Under zoning, property ownership is nominal—in name only. You cannot use your property as you choose, but only with the permission of zoning officials.
Despite these horror stories, most Americans cannot imagine land use without zoning. They believe that a laissez faire approach to land use (or any other value or industry) would lead to chaos.
Yet, everyday millions of Americans prove this to be false. Each day millions of Americans use a value that has virtually no government restrictions, controls, or regulations. The result is not chaos, but organized, voluntary interactions between individuals. That value is the Internet.
Consider what the Internet would be like if the same principles that underlie zoning were applied to the Internet. What if the content, appearance, navigation, and other details of a website had to first be approved by government officials? What if, before constructing a website, you had to first submit your plans to government officials, who would then determine its “compatibility” and ensure that it fits their plans? Do you think that the Internet would be better or worse?
For example, let us say that you want to have a website that will be critical of some government policy or program. But before you can build your site, you have to submit your plans and content to government officials. Their goal, they say, is to ensure that your content is “compatible,” that you won’t misrepresent their proposal. They simply want to be certain that your site fits with the master plan, they claim.
It doesn’t require much imagination to realize that virtually all dissent and disagreement with the government’s plan would come to a screeching halt. The use of your website would be determined, not by your judgment and choices, but by government officials. They would determine how you can use your property.
Certainly, there are those who would argue that the Internet is chaotic. Virtually anything goes, with no central oversight or control. There is an abundance of misinformation and outright lies. There is pornography, racism, and scams. Yet, despite its “wild west” nature, the Internet has become a vibrant, dynamic resource that makes our lives immensely better. With only a modicum of due diligence and common sense, it is quite easy to avoid that which one finds offensive. With a little effort and rational integration, one can separate fact from fiction.
Whatever problems the Internet has, they pale in comparison to what it would be like if government applied the principles of zoning to the Internet. So, what if land use was more like the Internet? Would we have chaos and unlivable cities?
Only two American cities with a population greater than 100,000 do not have zoning: Houston, Texas and a suburb of Houston—Pasadena. Though Houston does not have comprehensive zoning, the city does have a growing number of land-use regulations. But compared to other American cities, land use in Houston is relatively free of government intervention. Arguably, of all American cities, Houston’s land-use policies are the closest to the Internet.

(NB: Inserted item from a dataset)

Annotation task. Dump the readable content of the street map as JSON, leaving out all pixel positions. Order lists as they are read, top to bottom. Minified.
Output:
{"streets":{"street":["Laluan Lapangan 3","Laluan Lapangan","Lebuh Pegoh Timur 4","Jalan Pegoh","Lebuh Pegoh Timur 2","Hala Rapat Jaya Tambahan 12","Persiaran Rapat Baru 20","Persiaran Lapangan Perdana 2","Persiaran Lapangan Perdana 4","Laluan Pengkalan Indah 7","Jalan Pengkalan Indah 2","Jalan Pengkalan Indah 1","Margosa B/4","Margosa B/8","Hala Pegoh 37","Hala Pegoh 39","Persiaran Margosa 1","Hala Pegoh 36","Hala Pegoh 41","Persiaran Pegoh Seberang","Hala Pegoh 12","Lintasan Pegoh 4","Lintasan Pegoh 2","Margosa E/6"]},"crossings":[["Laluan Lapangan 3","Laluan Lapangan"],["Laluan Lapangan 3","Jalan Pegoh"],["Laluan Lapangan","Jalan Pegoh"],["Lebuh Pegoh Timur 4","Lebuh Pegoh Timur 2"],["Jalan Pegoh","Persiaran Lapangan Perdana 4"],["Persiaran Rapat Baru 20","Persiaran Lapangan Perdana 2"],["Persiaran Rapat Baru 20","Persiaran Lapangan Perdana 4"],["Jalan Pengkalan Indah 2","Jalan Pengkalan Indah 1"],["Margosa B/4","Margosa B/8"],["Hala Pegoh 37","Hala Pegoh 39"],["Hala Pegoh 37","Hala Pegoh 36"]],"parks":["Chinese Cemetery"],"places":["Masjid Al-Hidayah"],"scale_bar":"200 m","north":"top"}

In Houston, developers can respond quickly to changing market conditions. For example, when demand for housing close to downtown increased, developers responded in a myriad of ways. Old, abandoned buildings were converted to lofts and apartments. Lots that once held small, single family homes sprouted three-story town homes. Housing in and around downtown soon became abundant. The result is a wide variety of housing choices.
Further, many of these development projects include mixed-use, that is, retail shops, restaurants, and other businesses were built in close proximity to housing. In many cities, these mixed-use developments are regarded as “incompatible” and prohibited by the zoning code. Yet, in Houston the market responded to the needs and desires of renters and home owners who want to live close to shopping, dining, or work.

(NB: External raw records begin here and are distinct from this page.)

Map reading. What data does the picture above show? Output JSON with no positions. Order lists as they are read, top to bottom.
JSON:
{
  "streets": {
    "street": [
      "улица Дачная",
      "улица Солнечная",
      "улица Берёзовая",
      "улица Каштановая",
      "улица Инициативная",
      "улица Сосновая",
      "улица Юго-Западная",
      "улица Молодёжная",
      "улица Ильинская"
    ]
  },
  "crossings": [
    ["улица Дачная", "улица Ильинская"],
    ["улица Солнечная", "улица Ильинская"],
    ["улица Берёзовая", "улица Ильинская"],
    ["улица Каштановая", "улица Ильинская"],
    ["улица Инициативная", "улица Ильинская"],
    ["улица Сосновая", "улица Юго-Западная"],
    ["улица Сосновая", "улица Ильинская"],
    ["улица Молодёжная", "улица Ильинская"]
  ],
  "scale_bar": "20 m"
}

The absence of zoning does not mean that property owners can do anything they wish with their land. Many neighborhoods in Houston have deed restrictions (or covenants) that place voluntary limits on the use of property. For example, deed restrictions may prohibit commercial activities and govern the size of house that may be built. But unlike zoning, deed restrictions are contractual and voluntary. Those who do not like the deed restrictions in one neighborhood can move to another neighborhood. And many Houstonians choose to live in neighborhoods with no deed restrictions.
In many such areas, homes are located near muffler shops, small manufacturing companies, and assorted other commercial enterprises. While many might find such land uses “incompatible,” the result is lower home prices, which makes home ownership affordable for a greater number of Houstonians. Indeed, Houston regularly ranks among the nation’s cities with the most affordable housing. Houston’s relative freedom in land use has resulted in a myriad of housing options, which allows each individual to find housing that meets his needs and budget.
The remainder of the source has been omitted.